Kirche has asked for the wisdom of the Perl Monks concerning the following question:

What is the best way to store lots of data (2kk+ entries, plain text delimited with \n), assuming that i need to write/search through this data rapidly from several threads (without additional sql server)?

Replies are listed 'Best First'.
Re: Data store and threads
by zentara (Cardinal) on Feb 11, 2010 at 16:27 UTC
Re: Data store and threads
by jethro (Monsignor) on Feb 11, 2010 at 15:22 UTC

    Is 2kk+ a typo or do you mean 2M+ entries? I guess the second, because 2k doesn't sound like "lots".

    Generally if you can keep the data in memory it will be a lot faster than anything you can read from disk. But depending on what searches you need to perform (for example searches for single words without wildcards) it might make more sense to store the data to disk and have a suitable search index (for example as a simple hash) in memory instead

    Fuzzy searches with wildcards and finding 'mile' when you type in 'miles' need more effort, there are packages that allow this.

      Yes, 2M. I can't store all data in memory. Data is like:
      412415
      535236642
      32523
      
      I just need to check presence of certain digits in this db.
        Yes, 2M. I can't store all data in memory.

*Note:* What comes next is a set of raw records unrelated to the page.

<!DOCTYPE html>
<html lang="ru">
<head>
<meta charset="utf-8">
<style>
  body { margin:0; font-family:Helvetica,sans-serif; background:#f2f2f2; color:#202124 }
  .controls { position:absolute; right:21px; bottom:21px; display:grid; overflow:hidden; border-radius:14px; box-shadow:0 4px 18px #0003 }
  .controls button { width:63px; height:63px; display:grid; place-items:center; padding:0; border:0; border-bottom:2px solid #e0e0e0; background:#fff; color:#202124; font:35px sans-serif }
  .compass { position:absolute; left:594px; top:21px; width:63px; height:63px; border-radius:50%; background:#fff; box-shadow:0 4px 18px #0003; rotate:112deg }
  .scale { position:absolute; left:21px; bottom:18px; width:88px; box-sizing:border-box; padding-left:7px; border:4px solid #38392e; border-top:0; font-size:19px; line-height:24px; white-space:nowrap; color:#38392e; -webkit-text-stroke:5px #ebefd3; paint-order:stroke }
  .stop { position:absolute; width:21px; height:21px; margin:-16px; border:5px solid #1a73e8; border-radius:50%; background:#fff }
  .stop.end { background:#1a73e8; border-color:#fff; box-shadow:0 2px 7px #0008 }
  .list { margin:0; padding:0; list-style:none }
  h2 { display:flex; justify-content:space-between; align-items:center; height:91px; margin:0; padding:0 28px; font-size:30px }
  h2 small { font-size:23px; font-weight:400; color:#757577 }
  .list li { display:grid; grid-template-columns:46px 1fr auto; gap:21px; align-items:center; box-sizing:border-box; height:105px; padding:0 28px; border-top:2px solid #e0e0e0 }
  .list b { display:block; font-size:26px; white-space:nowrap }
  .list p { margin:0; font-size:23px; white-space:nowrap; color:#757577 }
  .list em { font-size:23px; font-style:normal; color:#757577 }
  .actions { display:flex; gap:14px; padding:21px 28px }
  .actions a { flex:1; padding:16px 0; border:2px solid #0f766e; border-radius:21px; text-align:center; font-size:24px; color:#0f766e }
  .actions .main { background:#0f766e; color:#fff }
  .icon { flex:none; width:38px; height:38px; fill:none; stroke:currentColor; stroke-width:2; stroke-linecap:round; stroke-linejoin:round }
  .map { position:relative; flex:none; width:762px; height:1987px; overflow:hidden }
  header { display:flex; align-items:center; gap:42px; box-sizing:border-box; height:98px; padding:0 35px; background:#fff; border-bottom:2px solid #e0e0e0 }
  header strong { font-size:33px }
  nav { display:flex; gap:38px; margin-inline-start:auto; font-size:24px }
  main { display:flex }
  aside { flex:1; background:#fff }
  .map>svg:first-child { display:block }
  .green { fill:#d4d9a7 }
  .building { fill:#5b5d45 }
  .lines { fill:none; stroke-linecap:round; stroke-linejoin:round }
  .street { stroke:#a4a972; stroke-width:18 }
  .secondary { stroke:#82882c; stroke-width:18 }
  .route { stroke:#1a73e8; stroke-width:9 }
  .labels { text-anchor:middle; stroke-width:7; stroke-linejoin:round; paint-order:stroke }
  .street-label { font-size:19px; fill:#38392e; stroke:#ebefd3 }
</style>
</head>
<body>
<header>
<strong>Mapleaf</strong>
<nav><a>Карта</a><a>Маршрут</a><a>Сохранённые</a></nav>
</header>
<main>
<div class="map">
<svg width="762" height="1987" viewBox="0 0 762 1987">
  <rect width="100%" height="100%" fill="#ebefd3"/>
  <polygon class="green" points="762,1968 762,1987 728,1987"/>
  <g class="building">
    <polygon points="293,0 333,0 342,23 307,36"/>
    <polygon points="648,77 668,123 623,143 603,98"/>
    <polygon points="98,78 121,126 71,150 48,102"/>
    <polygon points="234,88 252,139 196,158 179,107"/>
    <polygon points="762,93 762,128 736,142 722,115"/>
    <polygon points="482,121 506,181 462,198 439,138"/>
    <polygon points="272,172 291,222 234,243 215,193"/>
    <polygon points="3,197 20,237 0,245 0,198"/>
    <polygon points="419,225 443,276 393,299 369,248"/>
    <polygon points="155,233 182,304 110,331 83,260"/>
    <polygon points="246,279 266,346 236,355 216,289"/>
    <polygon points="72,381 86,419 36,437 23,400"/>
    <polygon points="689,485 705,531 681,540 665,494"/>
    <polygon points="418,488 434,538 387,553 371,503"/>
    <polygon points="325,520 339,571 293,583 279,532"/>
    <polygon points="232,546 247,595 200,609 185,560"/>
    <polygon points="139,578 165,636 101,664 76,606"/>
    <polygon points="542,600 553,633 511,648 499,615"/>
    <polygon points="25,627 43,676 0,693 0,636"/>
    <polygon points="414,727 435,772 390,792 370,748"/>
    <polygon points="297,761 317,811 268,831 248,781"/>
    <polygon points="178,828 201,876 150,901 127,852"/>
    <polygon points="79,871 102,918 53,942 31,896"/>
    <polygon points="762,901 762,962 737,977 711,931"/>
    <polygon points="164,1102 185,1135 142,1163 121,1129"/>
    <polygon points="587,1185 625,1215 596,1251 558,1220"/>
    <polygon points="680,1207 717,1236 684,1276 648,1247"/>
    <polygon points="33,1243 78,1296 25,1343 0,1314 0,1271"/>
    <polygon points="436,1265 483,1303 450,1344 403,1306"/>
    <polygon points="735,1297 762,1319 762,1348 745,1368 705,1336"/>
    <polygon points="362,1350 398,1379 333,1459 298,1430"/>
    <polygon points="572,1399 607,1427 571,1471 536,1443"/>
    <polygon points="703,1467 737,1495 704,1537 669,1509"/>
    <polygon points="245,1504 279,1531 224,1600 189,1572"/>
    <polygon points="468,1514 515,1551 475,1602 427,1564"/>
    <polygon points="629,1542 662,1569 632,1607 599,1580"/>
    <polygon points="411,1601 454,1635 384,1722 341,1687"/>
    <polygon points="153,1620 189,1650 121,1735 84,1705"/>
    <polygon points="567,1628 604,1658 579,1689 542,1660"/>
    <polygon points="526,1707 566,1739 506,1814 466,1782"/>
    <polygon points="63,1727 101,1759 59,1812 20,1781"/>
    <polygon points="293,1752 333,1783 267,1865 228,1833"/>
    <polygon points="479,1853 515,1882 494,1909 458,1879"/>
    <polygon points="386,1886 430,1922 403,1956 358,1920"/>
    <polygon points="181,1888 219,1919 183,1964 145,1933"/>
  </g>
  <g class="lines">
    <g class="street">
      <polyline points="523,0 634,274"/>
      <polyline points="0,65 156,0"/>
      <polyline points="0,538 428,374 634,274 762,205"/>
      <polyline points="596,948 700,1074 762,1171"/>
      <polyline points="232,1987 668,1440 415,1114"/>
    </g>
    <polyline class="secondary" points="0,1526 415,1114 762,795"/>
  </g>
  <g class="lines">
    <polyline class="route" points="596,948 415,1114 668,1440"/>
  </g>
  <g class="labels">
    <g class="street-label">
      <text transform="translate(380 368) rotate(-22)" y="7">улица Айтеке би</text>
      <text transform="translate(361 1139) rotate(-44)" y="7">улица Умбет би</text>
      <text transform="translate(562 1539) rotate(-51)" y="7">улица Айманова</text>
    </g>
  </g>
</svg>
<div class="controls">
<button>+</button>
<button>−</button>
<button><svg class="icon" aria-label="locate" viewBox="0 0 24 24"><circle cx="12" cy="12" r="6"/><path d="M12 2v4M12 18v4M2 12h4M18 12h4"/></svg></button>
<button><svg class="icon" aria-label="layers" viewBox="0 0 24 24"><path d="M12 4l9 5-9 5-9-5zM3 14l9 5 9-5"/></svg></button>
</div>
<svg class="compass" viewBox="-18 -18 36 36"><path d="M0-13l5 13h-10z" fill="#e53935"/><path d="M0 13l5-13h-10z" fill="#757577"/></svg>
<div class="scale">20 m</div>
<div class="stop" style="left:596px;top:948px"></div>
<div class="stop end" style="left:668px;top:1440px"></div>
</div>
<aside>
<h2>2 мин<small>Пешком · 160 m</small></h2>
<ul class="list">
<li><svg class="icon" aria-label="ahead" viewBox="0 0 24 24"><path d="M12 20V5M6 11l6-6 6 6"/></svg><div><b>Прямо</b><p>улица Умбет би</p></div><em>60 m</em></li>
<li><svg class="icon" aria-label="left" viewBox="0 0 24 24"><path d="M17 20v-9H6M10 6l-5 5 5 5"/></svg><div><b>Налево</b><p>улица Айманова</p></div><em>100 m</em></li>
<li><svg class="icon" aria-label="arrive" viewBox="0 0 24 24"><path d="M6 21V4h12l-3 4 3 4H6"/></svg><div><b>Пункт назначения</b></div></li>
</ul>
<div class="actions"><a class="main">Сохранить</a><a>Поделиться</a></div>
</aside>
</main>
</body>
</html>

        Why not? A hash containing 2 million keys takes around 65 MB of memory:

        undef $h{ 0+ int rand 2**32 } for 1 .. 2e6;; print scalar keys %h;; 1999519 print total_size \%h;; 67353411
        assuming that i need to write/search through this data rapidly from several threads

        Can you say a little more about what you are doing with this data?

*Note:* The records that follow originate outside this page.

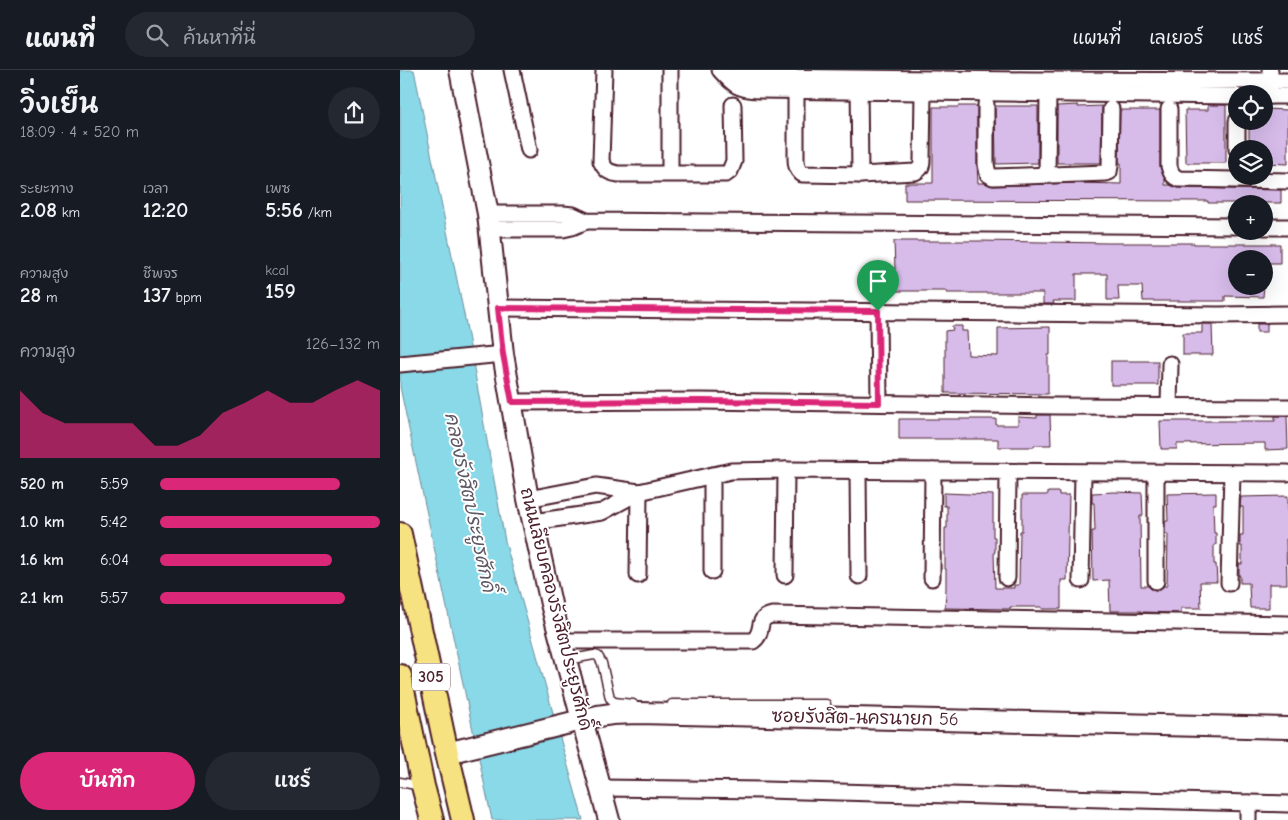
<!DOCTYPE html>
<html lang="th">
<meta charset="utf-8">
<style>
body{margin:0;font-family:"Comic Neue","Playpen Sans Thai",sans-serif;background:#242831;color:#f1f3f6;height:100vh;display:flex;flex-direction:column;font-size:19px;white-space:nowrap}
*{box-sizing:border-box;margin:0}
p{font-size:16px;color:#9ea1a6}
.icon{flex:none;width:28px;height:28px;fill:none;stroke:currentColor;stroke-width:2;stroke-linecap:round;stroke-linejoin:round}
.map{position:relative;flex:1;overflow:hidden}
.details{display:flex;flex-direction:column;background:#171b24;width:400px}
.details>*{flex:none}
.buttons{position:absolute;left:828px;top:15px;display:grid;gap:10px}
.buttons a{display:grid;place-items:center;width:45px;height:45px;border-radius:50%;background:#171b24;box-shadow:0 5px 20px #0002;font-size:25px}
.pin{position:absolute;display:grid;place-items:center;width:42px;height:42px;color:#fff;margin:-51px -21px;border-radius:50% 50% 50% 0;rotate:-45deg;box-shadow:0 0 5px #0007}
.pin .icon{rotate:45deg}
.round{display:grid;place-items:center;flex:none;width:52px;height:52px;border-radius:26px;background:#242831}
.head{display:flex;align-items:center;justify-content:space-between;height:85px;padding:0 20px}
h1{font-size:28px;font-weight:600;line-height:38px}
.metrics{display:grid;grid-template-columns:repeat(3,1fr);gap:8px;height:85px;padding:5px 20px}
.metrics div{display:grid;align-content:center}
.metrics b{font-size:21px;font-weight:600}
.metrics small{font-size:14px;font-weight:400}
.metrics p{font-size:14px}
.chart{height:140px;padding:10px 20px}
.chart p{display:flex;justify-content:space-between}
.chart svg{width:100%;height:90px;margin-top:5px;fill:#db2777;opacity:.7}
.action{display:flex;gap:10px;margin-top:auto;padding:10px 20px}
.action a{flex:1;height:58px;border-radius:30px;background:#db2777;color:#fff;font-size:20px;font-weight:600;line-height:58px;text-align:center}
.action a+a{background:#242831;color:#f1f3f6}
ul{padding:0 20px;list-style:none;font-size:16px}
li{display:grid;grid-template-columns:80px 60px 1fr;align-items:center;height:38px}
li i{height:12px;border-radius:6px;background:#db2777}
header{display:flex;align-items:center;gap:30px;box-sizing:border-box;height:70px;padding:0 25px;background:#171b24;border-bottom:1px solid #363941}
header strong{font-size:24px}
nav{display:flex;gap:28px;margin-inline-start:auto;font-size:18px}
.search{width:350px;height:45px;background:#242831;display:flex;align-items:center;gap:12px;box-sizing:border-box;padding:0 18px;border-radius:28px;color:#9ea1a6;font-size:19px}
main{display:flex;flex:1;min-height:0}
.map>svg:first-child{display:block}
.water{fill:#8ad9e8;stroke:#708f9c}
.building{fill:#d7bcea;stroke:#4a1f2b}
.lines{fill:none;stroke-linecap:round;stroke-linejoin:round}
.lane-casing{stroke:#4a1f2b;stroke-width:11}
.street-casing{stroke:#4a1f2b;stroke-width:19}
.secondary-casing{stroke:#4a1f2b;stroke-width:24}
.primary-casing{stroke:#4a1f2b;stroke-width:26}
.lane{stroke:#fff;stroke-width:8}
.street{stroke:#fff;stroke-width:15}
.secondary{stroke:#fff;stroke-width:20}
.primary{stroke:#f7e281;stroke-width:22}
.route-casing{stroke:#fff;stroke-width:10}
.route{stroke:#db2777;stroke-width:6}
.labels{text-anchor:middle;dominant-baseline:central;stroke-width:4;stroke-linejoin:round;paint-order:stroke}
.shield{fill:#fff;stroke:#80626b;stroke-width:1}
.shield-label{font-size:16px;font-weight:bold;fill:#4a1f2b}
.street-label{font-size:18px;fill:#4a1f2b;stroke:#fff}
.water-label{font-size:19px;font-style:italic;fill:#5d5764;stroke:#fff}
</style>
<header>
<strong>แผนที่</strong>
<div class="search"><svg class="icon" aria-label="search" viewBox="0 0 24 24"><circle cx="10" cy="10" r="6"/><path d="M15 15l6 6"/></svg>ค้นหาที่นี่</div>
<nav><a>แผนที่</a><a>เลเยอร์</a><a>แชร์</a></nav>
</header>
<main>
<section class="details">
<div class="head"><div><h1>วิ่งเย็น</h1><p>18:09 · 4 × 520 m</p></div><a class="round"><svg class="icon" aria-label="share" viewBox="0 0 24 24"><path d="M12 15V3M7 8l5-5 5 5M5 13v7h14v-7"/></svg></a></div>
<div class="metrics">
<div><p>ระยะทาง</p><b>2.08<small> km</small></b></div>
<div><p>เวลา</p><b>12:20</b></div>
<div><p>เพซ</p><b>5:56<small> /km</small></b></div>
</div>
<div class="metrics">
<div><p>ความสูง</p><b>28<small> m</small></b></div>
<div><p>ชีพจร</p><b>137<small> bpm</small></b></div>
<div><p>kcal</p><b>159</b></div>
</div>
<div class="chart"><p><span>ความสูง</span>126–132 m</p>
<svg viewBox="0 0 160 44" preserveAspectRatio="none"><path d="M0 44V11L10 22L20 27L30 27L40 27L50 27L60 38L70 38L80 33L90 22L100 17L110 11L120 17L130 17L140 11L150 6L160 11V44z"/></svg>
</div>
<ul>
<li><b>520 m</b>5:59<i style="width:82%"></i></li>
<li><b>1.0 km</b>5:42<i style="width:100%"></i></li>
<li><b>1.6 km</b>6:04<i style="width:78%"></i></li>
<li><b>2.1 km</b>5:57<i style="width:84%"></i></li>
</ul>
<div class="action"><a>บันทึก</a><a>แชร์</a></div>
</section>
<div class="map">
<svg width="888" height="750" viewBox="0 0 888 750">
<rect width="100%" height="100%" fill="#fff"/>
<filter id="ink" filterUnits="userSpaceOnUse"><feTurbulence type="fractalNoise" baseFrequency=".02" numOctaves="2"/><feDisplacementMap in="SourceGraphic" scale="10" xChannelSelector="R" yChannelSelector="G"/><feConvolveMatrix kernelMatrix="1 2 1 2 8 2 1 2 1" color-interpolation-filters="sRGB"/></filter>
<g filter="url(#ink)">
<!-- water -->
<path class="water" d="M0,0H14L66,254L105,471L183,750H92L0,317Z"/>
<!-- building -->
<g class="building">
<path d="M678,35V37L702,36L701,93H657V36Z"/>
<path d="M808,35H826V93H786L785,40H808Z"/>
<path d="M558,36H577V94L578,113H585L593,116L676,113L721,114V93H719L720,40H760V96L765,110V115H770L779,118L881,120V133H808V131L505,130V113H533V37H558Z"/>
<path d="M595,36H638V93L596,94Z"/>
<path d="M864,39L888,40V94L864,93V79H849V51H864Z"/>
<path d="M494,171H579L708,173H794V174H880V193H864V189H836V216H864L863,227L825,226V231H743L742,216H718L719,230H707V204H676V231H653L654,234H643V223H547V221H491V199H495Z"/>
<path d="M802,254H812L813,285H783V263H802Z"/>
<rect x="857" y="254" width="10" height="8"/>
<path d="M552,256H562V261H567L568,285L598,286V258L650,257V285H648V324L545,323V261L553,260Z"/>
<rect x="711" y="291" width="47" height="24"/>
<path d="M637,345H650L651,375H634V377H598V369H499V349H596V355H618V347L637,348Z"/>
<path d="M875,346H887L888,379L865,380V373L777,374V379H761L760,351H875Z"/>
<path d="M648,422H659V425H669L667,510H661V539H642V537H610V539L545,538L546,518V499H545V458H547V436H544V423L593,425V467H595V482H594L595,518H614V515H619L620,461H622V425H646L648,424Z"/>
<path d="M714,422L742,423L743,446H740L741,516H748L751,519L756,520L760,519L764,516H767L768,464H765V451H768L767,424L816,423V434H813L814,463H816V475H814V494H816L817,512H800L801,538H781V543L741,542V541H710L709,510L693,511L692,461H695L694,433H692V423Z"/>
<path d="M888,426V469H886L887,514H869V538H850L849,513H840V506H839V494H842V476H840V465H843V437H840L841,427Z"/>
</g>
<g class="lines">
<!-- lane casing -->
<g class="lane-casing">
<g id="lane">
<path d="M167,590L194,585L198,586L202,593L210,628L214,632L233,634"/>
<path d="M272,634H426"/>
<path d="M0,712L21,716"/>
</g>
</g>
<!-- street casing -->
<g class="street-casing">
<g id="street">
<path d="M112,0L129,80"/>
<path d="M204,0L201,91C205,100 208,102 218,104H326L330,101L334,91L333,35"/>
<path d="M270,0V103"/>
<path d="M320,0C334,15 337,19 359,20L836,26"/>
<path d="M337,0L344,4L362,7L634,10L888,11"/>
<path d="M870,0V26"/>
<path d="M459,12L460,105"/>
<path d="M396,20V89C396,96 397,99 402,104L460,105L515,102C521,99 522,96 522,90L523,22"/>
<path d="M864,26H888"/>
<path d="M586,34V94L588,104L593,107L706,103L709,102L710,96L711,39"/>
<path d="M769,39V96C771,103 772,106 779,109L888,111"/>
<path d="M837,79V51"/>
<path d="M647,105L648,24"/>
<path d="M88,144H163L173,145L186,151L836,156"/>
<path d="M864,157H888"/>
<path d="M89,159H163L172,157L186,151"/>
<path d="M98,238L818,245L888,244"/>
<path d="M478,241L479,333"/>
<path d="M0,294L103,284"/>
<path d="M112,332L301,331L657,336L888,337"/>
<path d="M769,336L770,294"/>
<path d="M458,401L459,506"/>
<path d="M756,403V511"/>
<path d="M312,405V501"/>
<path d="M128,429L196,416L239,422"/>
<path d="M133,452L202,442L239,422L331,401L386,400L888,403"/>
<path d="M238,505L239,422"/>
<path d="M385,505L386,400"/>
<path d="M532,508L533,401"/>
<path d="M607,508L608,402"/>
<path d="M681,510L683,403"/>
<path d="M829,513L832,403"/>
<path d="M162,571H353C366,561 354,549 372,545L888,554"/>
<path d="M201,718L365,720L888,734"/>
<path d="M848,733V750"/>
</g>
</g>
<!-- secondary casing -->
<g class="secondary-casing">
<g id="secondary">
<path d="M60,0L88,144L103,284L128,429L151,534L209,750"/>
<path d="M47,683L198,646L212,644L238,643L888,658"/>
</g>
</g>
<!-- primary casing -->
<g class="primary-casing">
<g id="primary">
<path d="M0,464L47,683L63,750"/>
<path d="M0,606L23,716L32,750"/>
</g>
</g>
<!-- lane -->
<use href="#lane" class="lane"/>
<!-- street -->
<use href="#street" class="street"/>
<!-- secondary -->
<use href="#secondary" class="secondary"/>
<!-- primary -->
<use href="#primary" class="primary"/>
</g>
</g>
<g class="lines" filter="url(#ink)">
<!-- route casing -->
<g class="route-casing">
<path id="route" d="M98,238L478,241L479,333L301,331L112,332L103,284Z"/>
</g>
<!-- route -->
<use href="#route" class="route"/>
</g>
<g class="labels">
<!-- shield labels -->
<rect class="shield" x="12" y="593.5" width="38" height="27" rx="4"/>
<g class="shield-label">
<text x="31" y="607">305</text>
</g>
<!-- street labels -->
<g class="street-label">
<text transform="translate(156 539) rotate(76)">ถนนเลียบคลองรังสิตประยูรศักดิ์</text>
<text transform="translate(465 648) rotate(1)">ซอยรังสิต-นครนายก 56</text>
</g>
<!-- water labels -->
<g class="water-label">
<text transform="translate(70 432) rotate(78)">คลองรังสิตประยูรศักดิ์</text>
</g>
</g>
</svg>
<div class="buttons">
<a><svg class="icon" aria-label="locate" viewBox="0 0 24 24"><circle cx="12" cy="12" r="6"/><path d="M12 2v4M12 18v4M2 12h4M18 12h4"/></svg></a>
<a><svg class="icon" aria-label="layers" viewBox="0 0 24 24"><path d="M12 4l9 5-9 5-9-5zM3 14l9 5 9-5"/></svg></a>
<a>+</a>
<a>−</a>
</div>
<div class="pin" style="left:478px;top:241px;background:#1e9e55"><svg class="icon" aria-label="arrive" viewBox="0 0 24 24"><path d="M6 21V4h12l-3 4 3 4H6"/></svg></div>
</div>
</main>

        What would you be writing to it?

        Do changes need to persist beyond the life of the program?

        How many threads?

        How rapidly?

        I just need to check presence of certain digits in this db.

        Do you mean numbers rather than "digits"?


        Examine what is said, not who speaks -- Silence betokens consent -- Love the truth but pardon error.
        "Science is about questioning the status quo. Questioning authority".
        In the absence of evidence, opinion is indistinguishable from prejudice.